Start of INPUT FOR THIS TASK

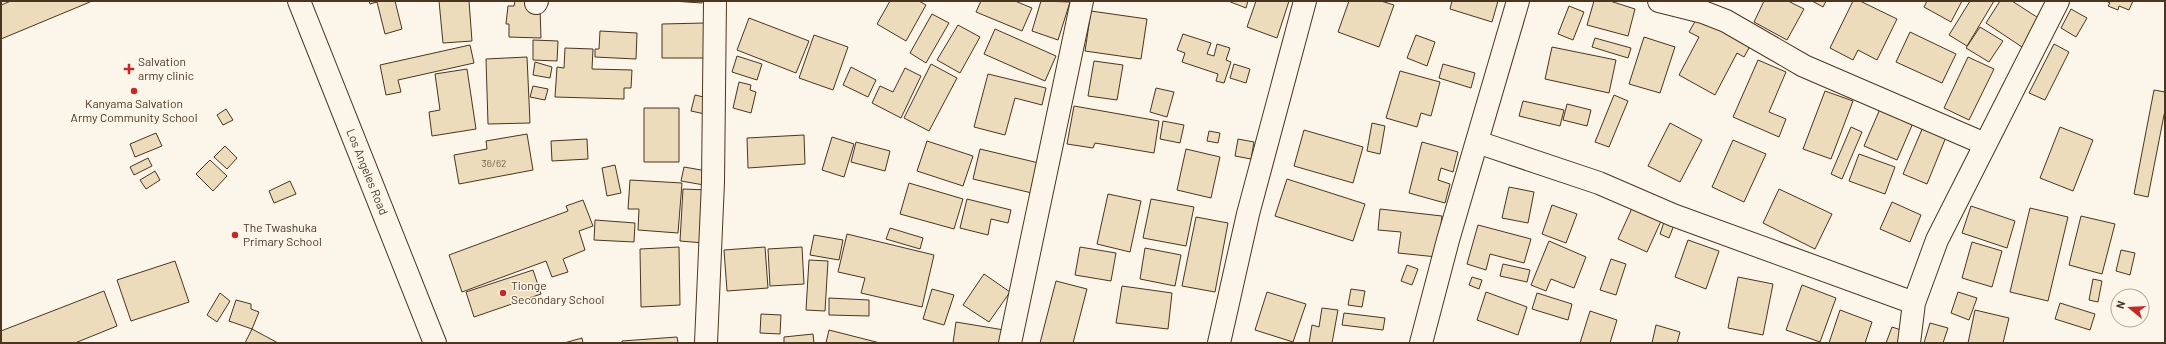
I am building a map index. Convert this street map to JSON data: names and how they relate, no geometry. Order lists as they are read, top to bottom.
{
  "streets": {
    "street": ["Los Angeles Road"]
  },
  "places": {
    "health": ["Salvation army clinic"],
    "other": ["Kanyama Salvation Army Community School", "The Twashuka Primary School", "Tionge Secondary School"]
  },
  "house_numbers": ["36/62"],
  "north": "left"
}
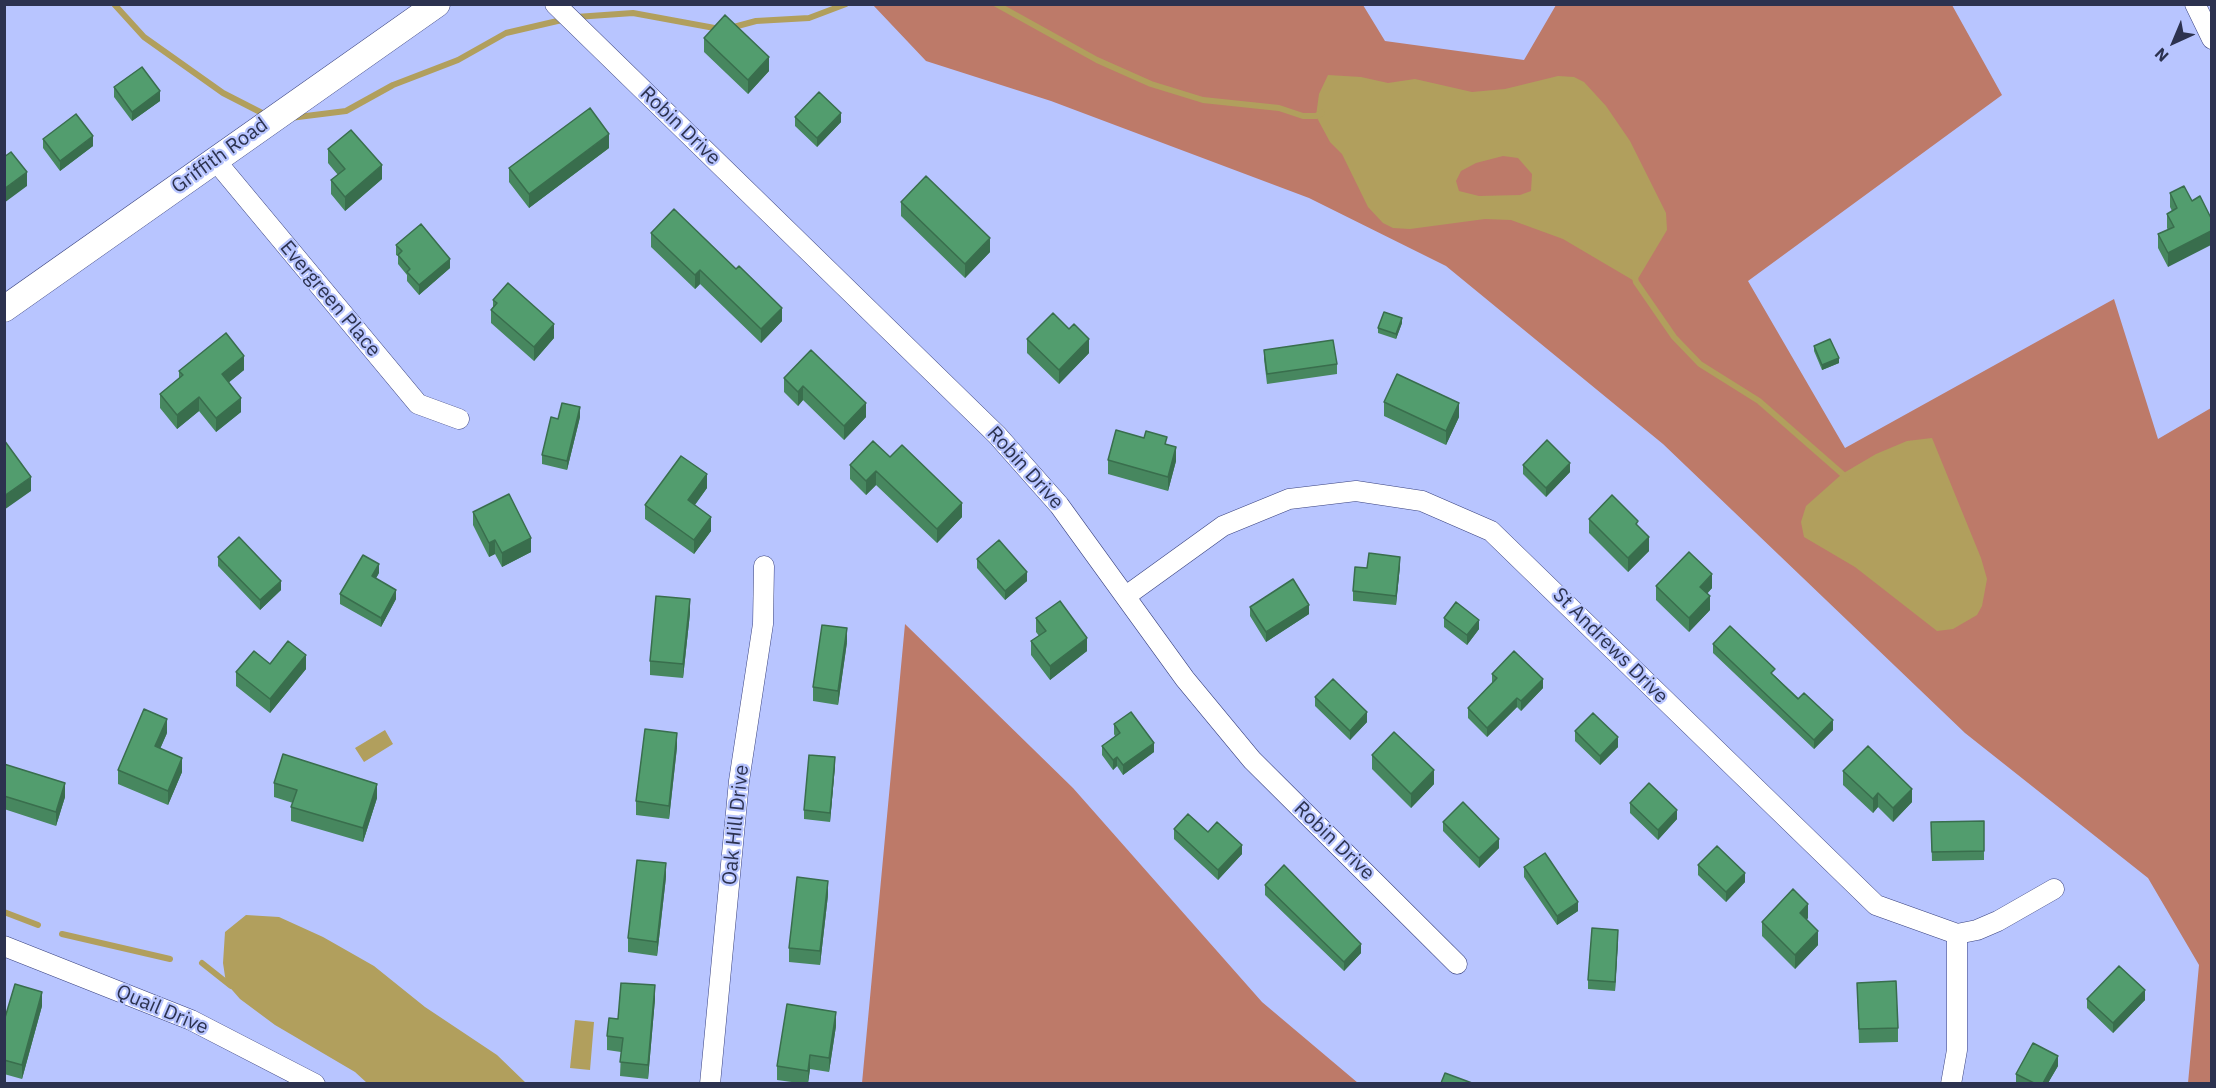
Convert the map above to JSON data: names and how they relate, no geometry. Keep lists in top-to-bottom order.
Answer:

End of INPUT FOR THIS TASK

**WHAT IS BEING ASKED**
Would you return exactly the lines from the one containing "Convert the map" through the end of the listing, both included, and only them?

**SOLUTION BELOW**
Convert the map above to JSON data: names and how they relate, no geometry. Keep lists in top-to-bottom order.
Answer:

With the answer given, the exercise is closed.